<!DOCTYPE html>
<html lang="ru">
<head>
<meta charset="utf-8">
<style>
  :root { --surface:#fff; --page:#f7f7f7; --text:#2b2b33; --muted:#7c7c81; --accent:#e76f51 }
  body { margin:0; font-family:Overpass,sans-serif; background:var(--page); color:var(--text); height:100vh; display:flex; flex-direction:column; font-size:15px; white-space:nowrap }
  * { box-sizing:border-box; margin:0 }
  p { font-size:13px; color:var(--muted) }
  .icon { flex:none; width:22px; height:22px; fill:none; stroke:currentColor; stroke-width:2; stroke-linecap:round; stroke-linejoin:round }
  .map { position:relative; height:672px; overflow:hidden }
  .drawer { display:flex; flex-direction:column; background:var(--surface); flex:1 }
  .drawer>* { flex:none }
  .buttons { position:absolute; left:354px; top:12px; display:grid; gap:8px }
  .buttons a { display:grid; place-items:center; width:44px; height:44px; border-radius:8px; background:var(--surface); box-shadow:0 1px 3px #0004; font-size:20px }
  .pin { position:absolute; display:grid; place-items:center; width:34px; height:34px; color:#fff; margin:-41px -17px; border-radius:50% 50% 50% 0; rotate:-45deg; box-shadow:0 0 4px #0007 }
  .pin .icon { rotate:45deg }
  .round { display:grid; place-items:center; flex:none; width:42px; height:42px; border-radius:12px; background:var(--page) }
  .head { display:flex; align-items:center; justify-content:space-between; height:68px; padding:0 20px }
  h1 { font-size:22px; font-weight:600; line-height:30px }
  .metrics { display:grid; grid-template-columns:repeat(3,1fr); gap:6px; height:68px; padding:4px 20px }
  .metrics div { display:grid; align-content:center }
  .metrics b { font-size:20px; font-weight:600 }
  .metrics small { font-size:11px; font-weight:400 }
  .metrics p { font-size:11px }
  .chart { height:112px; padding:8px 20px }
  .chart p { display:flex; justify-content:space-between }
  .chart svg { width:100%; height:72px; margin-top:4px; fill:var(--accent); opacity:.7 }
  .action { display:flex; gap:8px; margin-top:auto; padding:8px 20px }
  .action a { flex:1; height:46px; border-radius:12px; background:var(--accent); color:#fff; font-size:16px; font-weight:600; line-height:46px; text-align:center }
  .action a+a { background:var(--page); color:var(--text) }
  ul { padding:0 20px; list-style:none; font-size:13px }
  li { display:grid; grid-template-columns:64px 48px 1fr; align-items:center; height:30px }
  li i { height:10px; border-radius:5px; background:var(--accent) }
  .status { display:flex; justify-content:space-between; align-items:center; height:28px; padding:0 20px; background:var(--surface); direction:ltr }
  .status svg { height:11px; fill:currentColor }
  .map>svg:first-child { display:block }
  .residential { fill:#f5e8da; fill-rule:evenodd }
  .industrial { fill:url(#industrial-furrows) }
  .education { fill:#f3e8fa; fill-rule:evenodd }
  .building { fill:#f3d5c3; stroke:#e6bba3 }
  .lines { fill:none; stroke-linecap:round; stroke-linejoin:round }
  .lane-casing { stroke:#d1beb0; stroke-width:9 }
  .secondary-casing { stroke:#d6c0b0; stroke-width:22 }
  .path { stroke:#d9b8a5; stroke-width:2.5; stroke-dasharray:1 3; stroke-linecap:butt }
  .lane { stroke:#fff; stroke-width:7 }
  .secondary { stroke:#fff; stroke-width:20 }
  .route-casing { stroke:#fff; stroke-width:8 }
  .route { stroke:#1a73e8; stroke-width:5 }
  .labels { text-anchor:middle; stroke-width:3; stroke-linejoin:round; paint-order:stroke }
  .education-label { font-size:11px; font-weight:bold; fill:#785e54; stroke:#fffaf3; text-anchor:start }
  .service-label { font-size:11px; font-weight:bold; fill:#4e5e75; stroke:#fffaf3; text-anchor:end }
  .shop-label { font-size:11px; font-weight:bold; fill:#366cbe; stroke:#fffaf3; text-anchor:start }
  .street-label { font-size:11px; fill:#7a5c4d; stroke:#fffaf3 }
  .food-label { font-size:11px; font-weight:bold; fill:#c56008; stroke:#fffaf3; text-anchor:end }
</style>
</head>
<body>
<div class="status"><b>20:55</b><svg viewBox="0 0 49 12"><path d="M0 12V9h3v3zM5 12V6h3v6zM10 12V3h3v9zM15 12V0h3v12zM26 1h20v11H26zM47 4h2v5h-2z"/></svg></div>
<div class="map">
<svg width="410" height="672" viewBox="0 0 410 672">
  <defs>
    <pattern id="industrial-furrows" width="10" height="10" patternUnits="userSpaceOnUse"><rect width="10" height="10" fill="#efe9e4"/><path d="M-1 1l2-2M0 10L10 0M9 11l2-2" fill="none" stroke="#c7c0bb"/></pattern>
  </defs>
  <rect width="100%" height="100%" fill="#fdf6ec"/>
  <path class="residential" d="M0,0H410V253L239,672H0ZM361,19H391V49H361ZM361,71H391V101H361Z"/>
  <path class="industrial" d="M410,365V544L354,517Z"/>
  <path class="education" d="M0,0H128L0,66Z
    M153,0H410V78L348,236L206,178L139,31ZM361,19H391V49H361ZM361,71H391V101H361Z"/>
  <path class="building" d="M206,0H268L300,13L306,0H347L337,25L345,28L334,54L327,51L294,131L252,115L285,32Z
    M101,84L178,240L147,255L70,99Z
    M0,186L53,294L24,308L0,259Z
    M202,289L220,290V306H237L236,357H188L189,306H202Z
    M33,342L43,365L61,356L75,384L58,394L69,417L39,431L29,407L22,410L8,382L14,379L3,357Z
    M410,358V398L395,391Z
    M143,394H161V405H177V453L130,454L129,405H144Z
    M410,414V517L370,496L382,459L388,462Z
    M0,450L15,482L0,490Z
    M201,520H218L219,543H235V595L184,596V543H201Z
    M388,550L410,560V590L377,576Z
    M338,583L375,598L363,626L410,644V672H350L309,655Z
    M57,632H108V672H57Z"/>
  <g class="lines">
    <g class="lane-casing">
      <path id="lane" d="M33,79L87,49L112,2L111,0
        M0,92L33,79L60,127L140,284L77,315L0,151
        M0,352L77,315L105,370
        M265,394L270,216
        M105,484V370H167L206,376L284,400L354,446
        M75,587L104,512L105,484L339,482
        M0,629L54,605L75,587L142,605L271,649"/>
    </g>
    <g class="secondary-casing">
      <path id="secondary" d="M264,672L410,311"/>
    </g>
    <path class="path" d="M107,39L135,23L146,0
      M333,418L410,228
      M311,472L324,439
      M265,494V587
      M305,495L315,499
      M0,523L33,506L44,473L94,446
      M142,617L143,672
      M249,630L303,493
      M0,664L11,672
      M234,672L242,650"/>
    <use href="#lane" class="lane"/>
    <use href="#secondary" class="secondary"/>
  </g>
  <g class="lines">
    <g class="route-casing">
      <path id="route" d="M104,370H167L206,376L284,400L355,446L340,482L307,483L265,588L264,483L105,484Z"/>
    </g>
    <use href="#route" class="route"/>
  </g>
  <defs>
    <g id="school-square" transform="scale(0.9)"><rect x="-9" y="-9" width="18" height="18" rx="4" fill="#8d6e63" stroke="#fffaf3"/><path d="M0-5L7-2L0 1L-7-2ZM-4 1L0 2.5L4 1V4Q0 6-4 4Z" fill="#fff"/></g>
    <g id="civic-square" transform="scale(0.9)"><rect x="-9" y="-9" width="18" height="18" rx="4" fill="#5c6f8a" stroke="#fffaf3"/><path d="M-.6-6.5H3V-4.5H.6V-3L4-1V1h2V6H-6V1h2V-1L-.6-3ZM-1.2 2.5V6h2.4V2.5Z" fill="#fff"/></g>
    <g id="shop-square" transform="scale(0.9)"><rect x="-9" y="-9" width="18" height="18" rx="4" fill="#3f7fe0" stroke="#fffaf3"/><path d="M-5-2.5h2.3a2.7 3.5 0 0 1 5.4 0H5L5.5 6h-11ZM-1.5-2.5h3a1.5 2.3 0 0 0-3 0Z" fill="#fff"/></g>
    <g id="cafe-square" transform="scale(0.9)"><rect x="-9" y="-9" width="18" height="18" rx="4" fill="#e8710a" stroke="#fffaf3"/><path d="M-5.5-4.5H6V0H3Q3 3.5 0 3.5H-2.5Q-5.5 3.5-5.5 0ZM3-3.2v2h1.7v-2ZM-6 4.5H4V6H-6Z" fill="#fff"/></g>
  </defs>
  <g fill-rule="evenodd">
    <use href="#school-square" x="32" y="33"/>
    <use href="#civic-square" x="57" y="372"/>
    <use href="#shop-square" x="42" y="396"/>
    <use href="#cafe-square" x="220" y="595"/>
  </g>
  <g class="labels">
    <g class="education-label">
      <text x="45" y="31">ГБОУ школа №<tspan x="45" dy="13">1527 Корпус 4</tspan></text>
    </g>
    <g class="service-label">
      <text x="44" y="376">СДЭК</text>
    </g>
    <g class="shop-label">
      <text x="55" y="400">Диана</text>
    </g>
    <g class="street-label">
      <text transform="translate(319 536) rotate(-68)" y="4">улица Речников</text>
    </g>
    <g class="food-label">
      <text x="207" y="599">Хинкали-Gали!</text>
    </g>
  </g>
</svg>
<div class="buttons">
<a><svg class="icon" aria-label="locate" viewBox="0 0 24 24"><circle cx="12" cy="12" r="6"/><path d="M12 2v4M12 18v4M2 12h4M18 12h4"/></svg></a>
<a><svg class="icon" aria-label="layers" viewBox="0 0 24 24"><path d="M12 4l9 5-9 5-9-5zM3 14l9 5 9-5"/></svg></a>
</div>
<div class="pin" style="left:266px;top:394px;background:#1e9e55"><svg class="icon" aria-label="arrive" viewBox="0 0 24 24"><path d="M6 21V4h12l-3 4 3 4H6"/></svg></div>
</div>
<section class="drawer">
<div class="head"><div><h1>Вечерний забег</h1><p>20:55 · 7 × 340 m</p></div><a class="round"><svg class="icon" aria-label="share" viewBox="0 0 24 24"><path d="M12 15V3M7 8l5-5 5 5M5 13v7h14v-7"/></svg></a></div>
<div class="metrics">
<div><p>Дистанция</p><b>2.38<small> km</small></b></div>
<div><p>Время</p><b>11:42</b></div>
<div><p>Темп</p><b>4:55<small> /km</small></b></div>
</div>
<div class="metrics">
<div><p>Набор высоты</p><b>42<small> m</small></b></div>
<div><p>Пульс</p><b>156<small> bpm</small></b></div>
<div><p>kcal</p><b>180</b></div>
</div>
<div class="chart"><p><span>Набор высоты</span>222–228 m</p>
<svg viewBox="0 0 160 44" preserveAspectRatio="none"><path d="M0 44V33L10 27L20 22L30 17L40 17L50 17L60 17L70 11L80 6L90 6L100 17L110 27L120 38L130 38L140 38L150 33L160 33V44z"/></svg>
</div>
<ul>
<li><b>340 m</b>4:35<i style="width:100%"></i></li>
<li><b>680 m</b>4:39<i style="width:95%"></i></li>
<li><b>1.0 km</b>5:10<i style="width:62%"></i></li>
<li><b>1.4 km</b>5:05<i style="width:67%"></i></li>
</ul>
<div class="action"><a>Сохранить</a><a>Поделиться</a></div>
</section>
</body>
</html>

### Exercise brief
Only the lines from the beginning of the material above through the line with "--surface:#fff; --page:#f7f7f7; --text:#2b2b33;" are wanted; extract them exactly.

### Written response
<!DOCTYPE html>
<html lang="ru">
<head>
<meta charset="utf-8">
<style>
  :root { --surface:#fff; --page:#f7f7f7; --text:#2b2b33; --muted:#7c7c81; --accent:#e76f51 }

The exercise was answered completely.